Multi-instrumentaliste et compositrice, Maya Postepski est d'abord connue pour ses talents de batteuse et son implication dans les accents dark wave d' Austra, projet qu'elle a fondé en 2009 avec Katie Stelmanis et Dorian Wolf. C'est elle aussi qui, entre 2010 et 2012, a rendu les premières prods de TR/ST si addictives, comme Bulbform ou Sulk, avant que Robert Alfons ne finisse par s'engluer dans une eurodance de fête foraine. Talentueuse mais effacée, Maya s'est composée un style caractéristique qui fédère ses différentes contributions autant que son public, et qu'on retrouve dans une approche synthétisée des influences qu'elle puise dans son activité de DJ, ce qui nous vaut l'impressionnante mixtape de plus d'une heure qui complète cette interview - avec du Makina Girgir, Hype Williams, LFO, Chris & Cosey et David Lynch dedans. Normal, donc, que dans son projet solo Princess Century, elle revisite avec un plaisir évident ce qui a façonné son imposant fond musical, triturant ici un peu de synth pop ou de cold wave, flirtant là avec l'EBM ou le disco. Après son premier album Lossless en 2013 et un EP, Lossy en début d'année, tous deux aussi discrets que leur auteure, la récente sortie de son LP Progress, dont on vous invite à découvrir deux extraits ci-après, est l'occasion de poser quelques questions à la Canadienne et de comprendre un peu mieux le processus créatif d'une nerd atypique.

Maya Postepski l'interview

Tout a commencé sous la forme d'une activité secrète dans ma chambre alors que je vivais encore chez ma mère. J'apprenais à utiliser des stations audionumériques comme Logic et je passais des heures à bidouiller en enregistrant mes idées. J'apprenais aussi une quantité phénoménale de nouvelles connaissances tout en travaillant avec Katie (Stelmanis, ndr) sur Austra, on utilisait ProTools à cette époque (c'est dingue d'y repenser!) et j'étais complètement intimidée mais fascinée à l'idée de faire de la musique sur un ordinateur. Je ne savais absolument pas ce que je faisais, mais j'étais pour ainsi dire poussée à poursuivre le travail pour comprendre comment produire de la musique avec un ordinateur. Avec mon éducation classique, la notion même d'utiliser un ordinateur, dans les faits un objet inanimé, pour générer du son m'était tout aussi hallucinante que passionnante. Aujourd'hui encore, je suis exaltée quand je produis des sons sur un ordinateur. J'adore les synthétiseurs analogiques, mais quand on fait de la musique avec un ordinateur, on passe par des moments infinis et surprenants. C'est un peu comme faire de la musique à l'envers.

C'est important de comprendre que Princess Century n'est pas un projet anti-groupe.

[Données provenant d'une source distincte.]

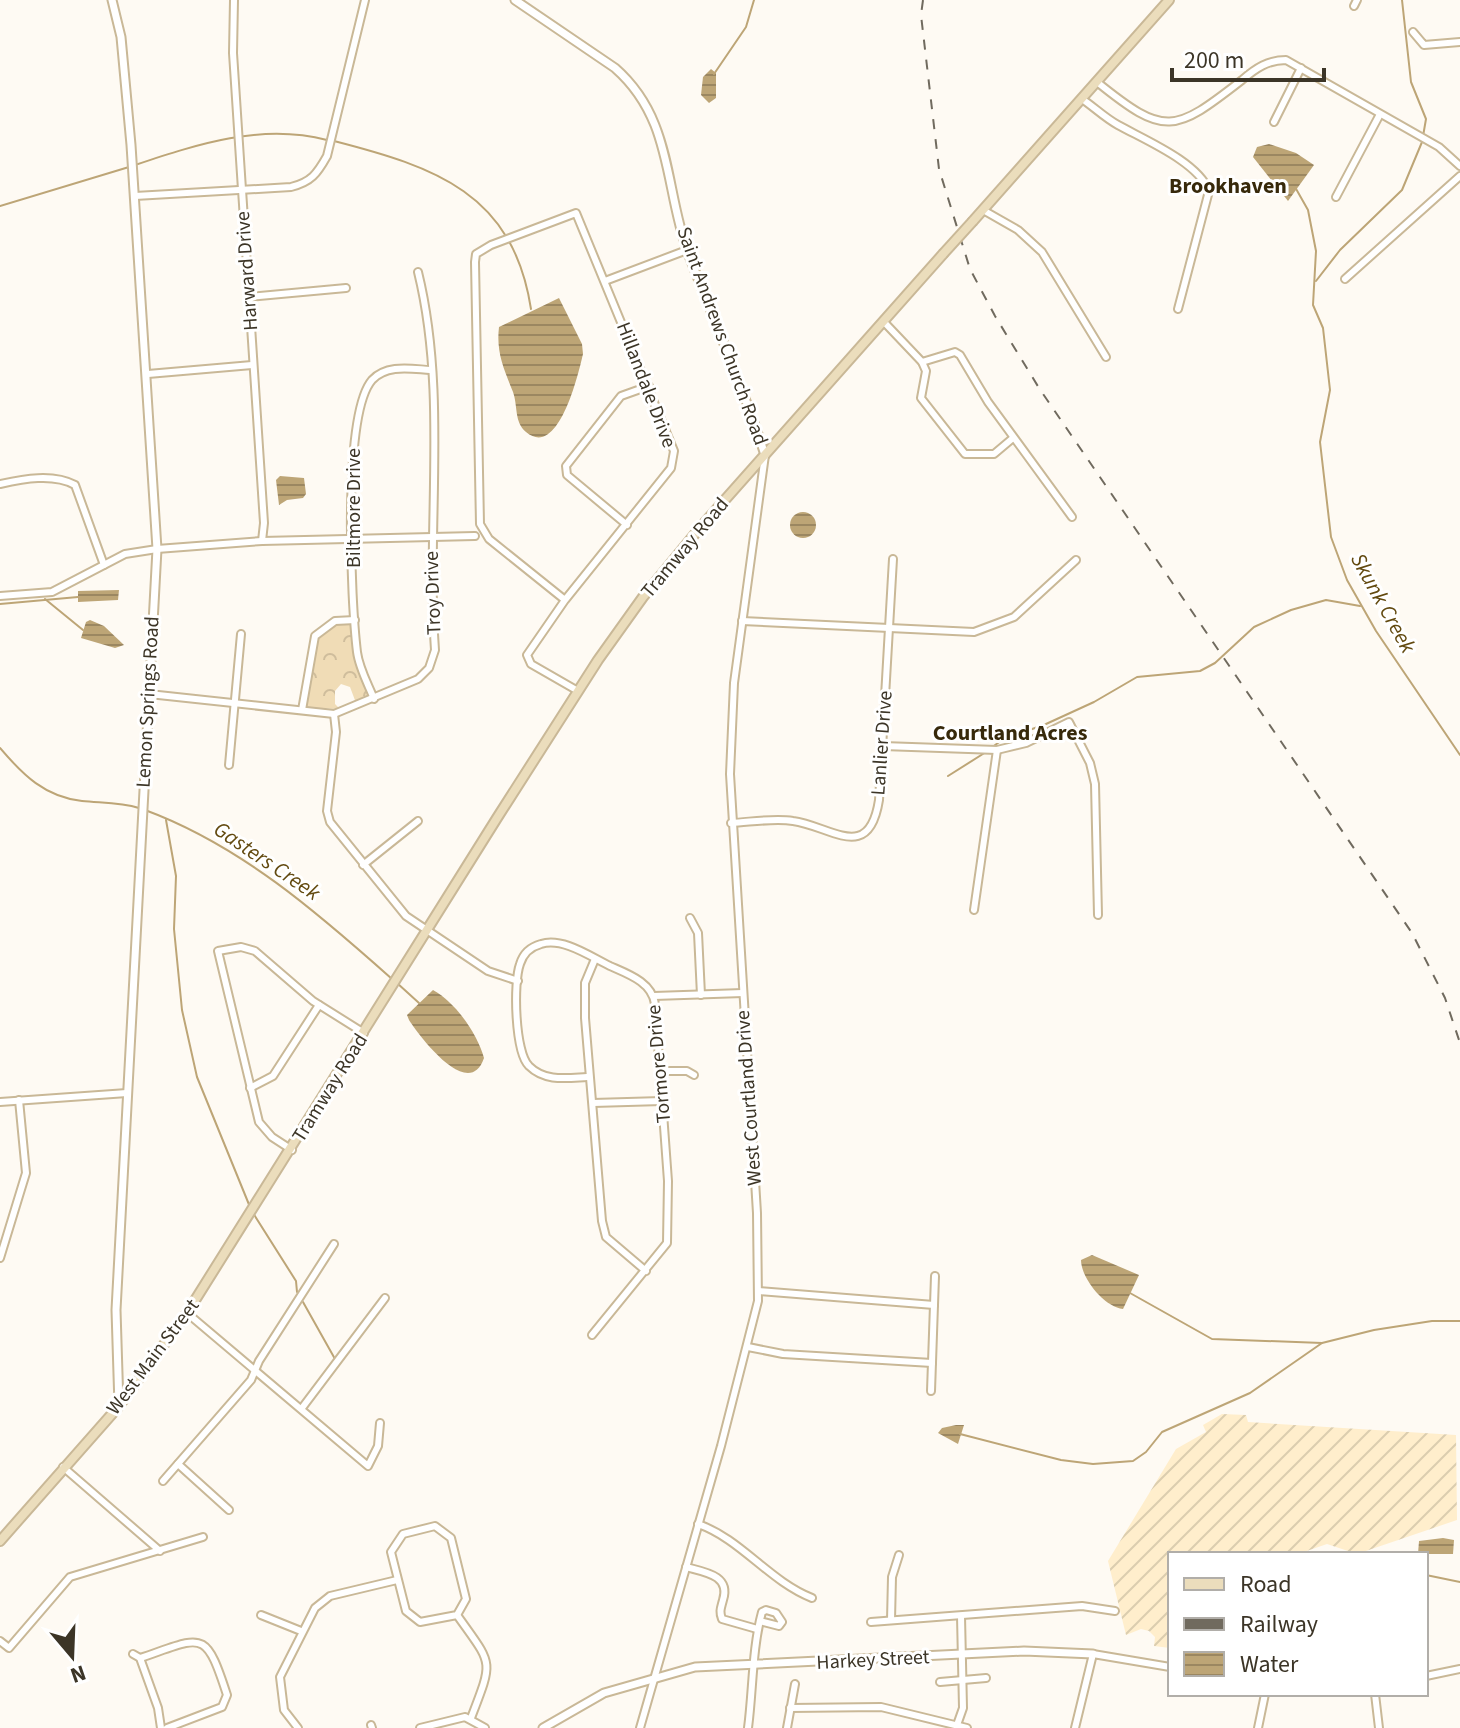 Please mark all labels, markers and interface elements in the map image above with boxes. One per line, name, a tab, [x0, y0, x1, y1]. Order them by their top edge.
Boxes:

J'ai vraiment adoré travailler avec Katie et Robert (Alfons, de TR/ST, ndr) sur nos projets respectifs et je pense que j'ai appris des choses incroyables en intégrant des groupes, non seulement en termes de musique mais aussi sur moi, sur ma vie. Princess Century est un genre de reliquat, les chutes si tu préfères... ce qui ne veut pas dire qu'elles ne sont plus bonnes ! Parle à n'importe quel boucher, il te dira que les abats sont les meilleures parties. Tu vois ce que je veux dire... J'essaie juste de dire que Princess Century n'interfère en rien dans ce que je fais pour Austra ou autre. J'aime collaborer et j'aime aussi travailler seule. C'est une simple question d'approche.

It started out as a secret activity in my bedroom while I was still living at my mom's house. I was learning how to use DAW's like Logic and I would spend hours messing around with recording my ideas. I was also learning a tremendous amount of new knowledge while working with Katie on the Austra stuff, we were using ProTools at the time (crazy to think about that!) and I was just completely intimidated yet fascinated by the idea of making music on a computer. I had no idea what the hell I was doing, but I was somehow compelled to continue working on understanding how to make music with a computer. Because I'm classically trained the notion of using a computer, a practically inanimate object to make sound, it was completely mind-blowing and exciting. It still excited me today when I make sounds on a computer. I love analogue synthesizers but there are limitless and surprising moments when you use a computer to make music. It's like making music backwards somehow.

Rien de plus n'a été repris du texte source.